__What you will do__
Within the entries below, how many lines carry the word "stream"? State the number and stop.
(Materials provided Opens)
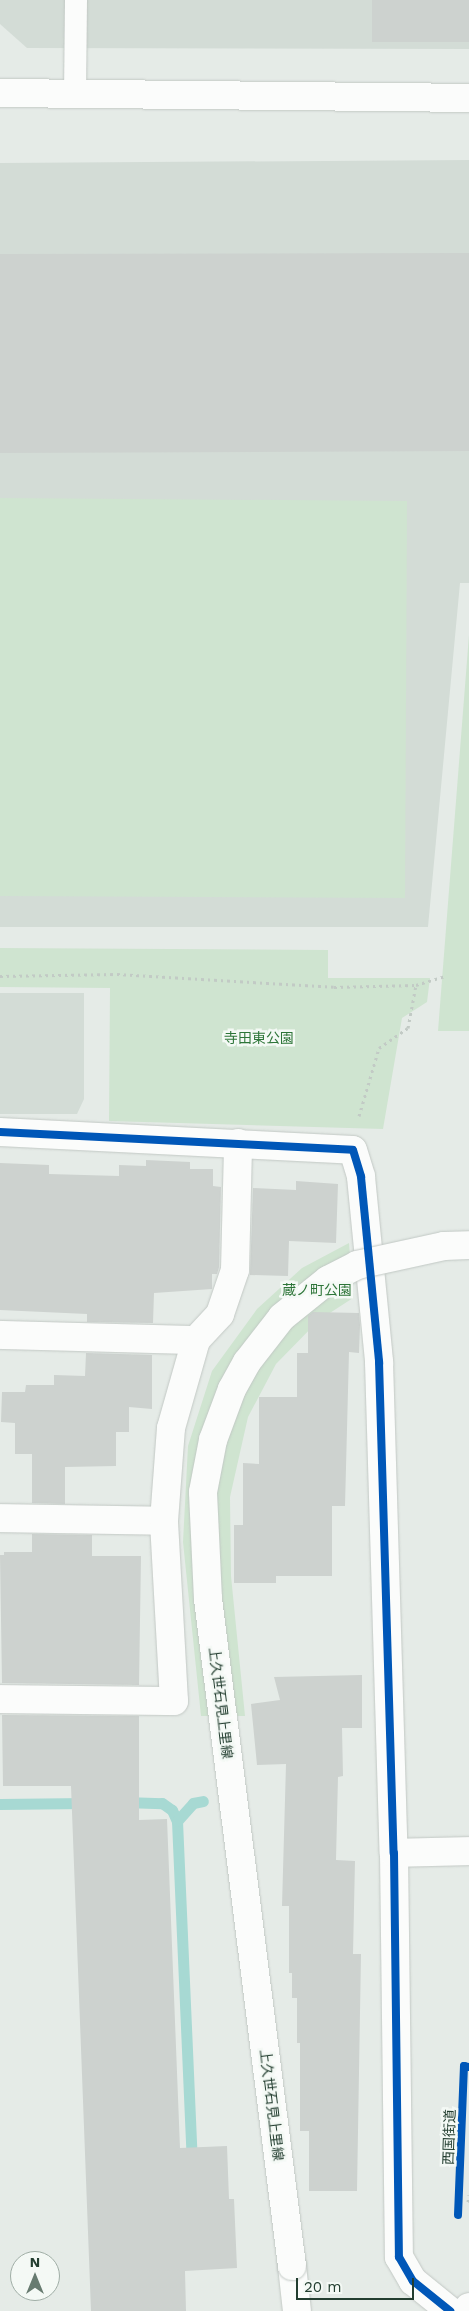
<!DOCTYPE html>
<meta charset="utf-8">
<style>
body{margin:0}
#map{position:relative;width:469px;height:2311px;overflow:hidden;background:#e5ebe7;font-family:"Work Sans","Noto Sans JP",sans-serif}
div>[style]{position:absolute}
.built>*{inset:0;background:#d3dcd6}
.green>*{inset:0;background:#cfe4d0}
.stream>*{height:11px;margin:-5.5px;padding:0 5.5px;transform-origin:5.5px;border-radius:5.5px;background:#a7d9d3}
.building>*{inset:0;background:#cdd2cf}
.path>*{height:3px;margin-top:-1.5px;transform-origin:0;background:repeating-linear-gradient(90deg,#c2cac5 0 2.5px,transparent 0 6.5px)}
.roads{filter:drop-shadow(0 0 1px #c2c8c4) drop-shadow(0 0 1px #c2c8c4)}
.lane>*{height:22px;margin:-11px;padding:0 11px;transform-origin:11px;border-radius:11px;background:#fbfcfb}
.street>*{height:28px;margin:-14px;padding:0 14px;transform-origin:14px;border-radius:14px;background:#fbfcfb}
.secondary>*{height:28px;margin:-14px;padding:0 14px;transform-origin:14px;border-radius:14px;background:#fbfcfb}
.bridges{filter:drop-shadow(0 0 1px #c1c8c4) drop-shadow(0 0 1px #c1c8c4)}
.secondary-bridge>*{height:28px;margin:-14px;padding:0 14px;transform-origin:14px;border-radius:14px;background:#fbfcfb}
.cycleway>*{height:8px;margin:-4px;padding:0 4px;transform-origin:4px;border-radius:4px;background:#0057b8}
span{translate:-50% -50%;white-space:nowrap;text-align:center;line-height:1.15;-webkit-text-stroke:5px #f4f9f5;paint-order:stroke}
.park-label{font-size:14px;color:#2d7538}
.street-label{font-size:14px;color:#233e30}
.north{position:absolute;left:10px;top:2251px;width:50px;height:50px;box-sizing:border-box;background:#f4f9f5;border:1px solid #a0aea6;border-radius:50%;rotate:0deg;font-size:14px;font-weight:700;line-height:20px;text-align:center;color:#233e30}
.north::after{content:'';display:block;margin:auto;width:18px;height:22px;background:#677b70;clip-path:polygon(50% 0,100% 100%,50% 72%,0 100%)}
.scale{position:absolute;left:296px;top:2278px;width:118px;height:22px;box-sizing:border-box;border:2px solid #233e30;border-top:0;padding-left:6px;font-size:15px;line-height:18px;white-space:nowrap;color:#233e30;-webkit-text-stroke:4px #f4f9f5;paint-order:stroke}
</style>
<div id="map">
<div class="built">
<i style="clip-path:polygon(0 0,469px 0,469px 49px,27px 48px,0 24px)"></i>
<i style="clip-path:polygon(469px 160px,469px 583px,460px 583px,428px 927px,0 927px,0 163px)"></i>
<i style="clip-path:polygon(0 993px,84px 993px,84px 1099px,77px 1114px,0 1114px)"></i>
</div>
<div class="green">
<i style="clip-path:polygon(0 498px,407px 501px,405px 898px,0 896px)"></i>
<i style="clip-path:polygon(469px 635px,469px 1031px,438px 1031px)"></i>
<i style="clip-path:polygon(0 948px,328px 950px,328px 978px,430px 978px,427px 1002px,402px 1018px,383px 1129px,109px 1121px,110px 988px,0 987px)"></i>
<i style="clip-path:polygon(349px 1243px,353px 1298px,319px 1320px,276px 1364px,248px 1417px,230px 1497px,231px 1576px,245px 1716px,201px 1716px,183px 1542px,188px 1446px,212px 1371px,257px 1309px,302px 1268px)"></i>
</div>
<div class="stream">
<i style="left:124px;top:1802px;width:38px;rotate:2deg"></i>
<i style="left:162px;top:1803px;width:12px;rotate:35deg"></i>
<i style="left:172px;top:1810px;width:12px;rotate:66deg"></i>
<i style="left:177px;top:1821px;width:342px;rotate:87.5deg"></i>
<i style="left:0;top:1804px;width:86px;rotate:-0.7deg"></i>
<i style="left:177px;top:1821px;width:24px;rotate:-48deg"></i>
<i style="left:193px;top:1803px;width:10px;rotate:-11deg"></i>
</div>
<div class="building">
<i style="clip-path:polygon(372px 0,469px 0,469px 42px,372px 42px)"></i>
<i style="clip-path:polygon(469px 253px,469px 451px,0 453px,0 254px)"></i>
<i style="clip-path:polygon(146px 1160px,190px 1162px,190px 1169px,213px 1169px,213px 1186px,221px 1187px,219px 1267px,217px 1274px,212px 1274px,212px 1289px,154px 1293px,153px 1323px,87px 1322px,87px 1314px,0 1310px,0 1163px,49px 1165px,49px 1174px,119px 1176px,119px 1165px,146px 1166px)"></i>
<i style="clip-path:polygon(296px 1181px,338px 1184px,336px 1243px,289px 1241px,288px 1276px,250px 1275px,253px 1188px,296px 1190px)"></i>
<i style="clip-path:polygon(313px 1312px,359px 1313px,360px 1325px,359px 1353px,349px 1352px,345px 1506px,332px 1506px,332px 1576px,276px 1576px,276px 1583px,234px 1583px,234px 1525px,243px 1525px,243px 1463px,259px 1464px,259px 1397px,297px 1397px,297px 1353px,308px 1353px,308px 1316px)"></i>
<i style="clip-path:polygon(86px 1353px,152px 1355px,152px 1409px,129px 1407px,129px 1432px,116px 1432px,116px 1466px,65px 1467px,65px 1504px,32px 1503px,32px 1454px,15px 1454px,15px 1423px,1px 1422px,2px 1392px,25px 1392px,26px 1385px,54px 1385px,54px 1375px,85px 1376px)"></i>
<i style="clip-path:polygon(32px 1534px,92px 1535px,92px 1556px,141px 1556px,139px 1685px,2px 1683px,0 1555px,4px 1555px,4px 1552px,32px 1552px)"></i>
<i style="clip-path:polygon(362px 1675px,362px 1728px,342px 1728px,343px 1776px,338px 1777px,336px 1860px,355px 1861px,353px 1954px,361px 1954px,357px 2191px,309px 2191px,309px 2131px,300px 2131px,300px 2043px,297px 2043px,297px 1998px,292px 1998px,292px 1973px,289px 1973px,289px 1906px,282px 1906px,286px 1764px,257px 1765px,251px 1704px,280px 1700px,274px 1677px)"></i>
<i style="clip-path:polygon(2px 1715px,139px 1716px,139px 1820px,167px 1819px,180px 2148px,227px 2146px,229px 2199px,234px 2199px,237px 2268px,185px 2271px,186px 2311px,91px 2311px,71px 1786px,3px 1786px)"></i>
</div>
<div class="path">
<i style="left:0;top:976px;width:117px;rotate:-1deg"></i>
<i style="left:117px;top:974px;width:217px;rotate:3.4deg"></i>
<i style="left:334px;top:987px;width:82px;rotate:-1.4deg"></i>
<i style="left:416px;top:985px;width:31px;rotate:-17deg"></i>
<i style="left:359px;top:1116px;width:71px;rotate:-73.6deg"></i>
<i style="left:379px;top:1048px;width:35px;rotate:-35deg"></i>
<i style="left:408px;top:1028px;width:44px;rotate:-79.5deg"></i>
<i style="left:468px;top:2202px;width:7px;rotate:-82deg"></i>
</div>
<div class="roads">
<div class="lane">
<i style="left:75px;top:95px;width:95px;rotate:-89.4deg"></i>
</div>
<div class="street">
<i style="left:0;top:1132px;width:353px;rotate:2.9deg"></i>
<i style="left:353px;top:1150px;width:28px;rotate:73deg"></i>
<i style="left:361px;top:1177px;width:186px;rotate:84.4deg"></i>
<i style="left:379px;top:1362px;width:491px;rotate:88.3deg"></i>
<i style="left:394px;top:1853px;width:404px;rotate:89.3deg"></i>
<i style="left:399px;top:2257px;width:28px;rotate:60deg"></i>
<i style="left:413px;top:2281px;width:48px;rotate:39deg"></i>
<i style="left:0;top:1335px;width:196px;rotate:1.5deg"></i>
<i style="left:0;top:1518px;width:164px;rotate:1deg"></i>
<i style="left:0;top:1699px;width:174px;rotate:0.7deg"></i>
<i style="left:174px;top:1701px;width:180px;rotate:-93.2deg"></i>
<i style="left:164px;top:1521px;width:93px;rotate:-85.7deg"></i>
<i style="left:171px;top:1428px;width:91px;rotate:-74.1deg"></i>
<i style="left:196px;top:1340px;width:35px;rotate:-47deg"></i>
<i style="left:220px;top:1314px;width:46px;rotate:-71.2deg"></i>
<i style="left:235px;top:1270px;width:127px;rotate:-88.6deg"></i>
<i style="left:394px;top:1853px;width:75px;rotate:-1.5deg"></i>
</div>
<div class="secondary">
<i style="left:0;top:93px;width:469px;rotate:0.6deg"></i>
<i style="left:292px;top:2266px;width:45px;rotate:83.7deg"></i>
<i style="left:466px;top:2311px;width:5px;rotate:-53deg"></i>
</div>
</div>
<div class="bridges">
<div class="secondary-bridge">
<i style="left:292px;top:2266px;width:672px;rotate:-97.18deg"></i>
<i style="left:208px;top:1599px;width:107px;rotate:-92.7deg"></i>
<i style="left:203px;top:1492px;width:53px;rotate:-79.1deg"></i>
<i style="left:213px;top:1440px;width:54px;rotate:-69.6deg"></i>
<i style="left:232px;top:1389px;width:31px;rotate:-61deg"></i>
<i style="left:247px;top:1362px;width:57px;rotate:-52.1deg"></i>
<i style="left:282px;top:1317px;width:59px;rotate:-38.8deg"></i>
<i style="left:328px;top:1280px;width:33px;rotate:-27deg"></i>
<i style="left:357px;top:1265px;width:89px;rotate:-12.3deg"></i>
<i style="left:444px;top:1246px;width:25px;rotate:-2deg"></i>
</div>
</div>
<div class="cycleway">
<i style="left:0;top:1132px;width:353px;rotate:2.9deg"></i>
<i style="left:353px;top:1150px;width:28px;rotate:73deg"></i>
<i style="left:361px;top:1177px;width:186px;rotate:84.4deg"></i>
<i style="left:379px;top:1362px;width:491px;rotate:88.3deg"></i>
<i style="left:394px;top:1853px;width:404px;rotate:89.3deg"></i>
<i style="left:399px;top:2257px;width:28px;rotate:60deg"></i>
<i style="left:413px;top:2281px;width:48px;rotate:39deg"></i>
<i style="left:458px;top:2215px;width:149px;rotate:-87.7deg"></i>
<i style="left:464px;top:2066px;width:5px;rotate:11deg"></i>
</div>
<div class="park-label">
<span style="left:259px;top:1038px">寺田東公園</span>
<span style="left:317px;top:1290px">蔵ノ町公園</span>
</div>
<div class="street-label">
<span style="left:221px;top:1703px;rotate:83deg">上久世石見上里線</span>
<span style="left:272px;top:2105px;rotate:83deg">上久世石見上里線</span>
<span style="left:449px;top:2137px;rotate:-88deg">西国街道</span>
</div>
<div class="north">N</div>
<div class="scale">20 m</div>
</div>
(Materials provided Closes)
__Response to this task__
2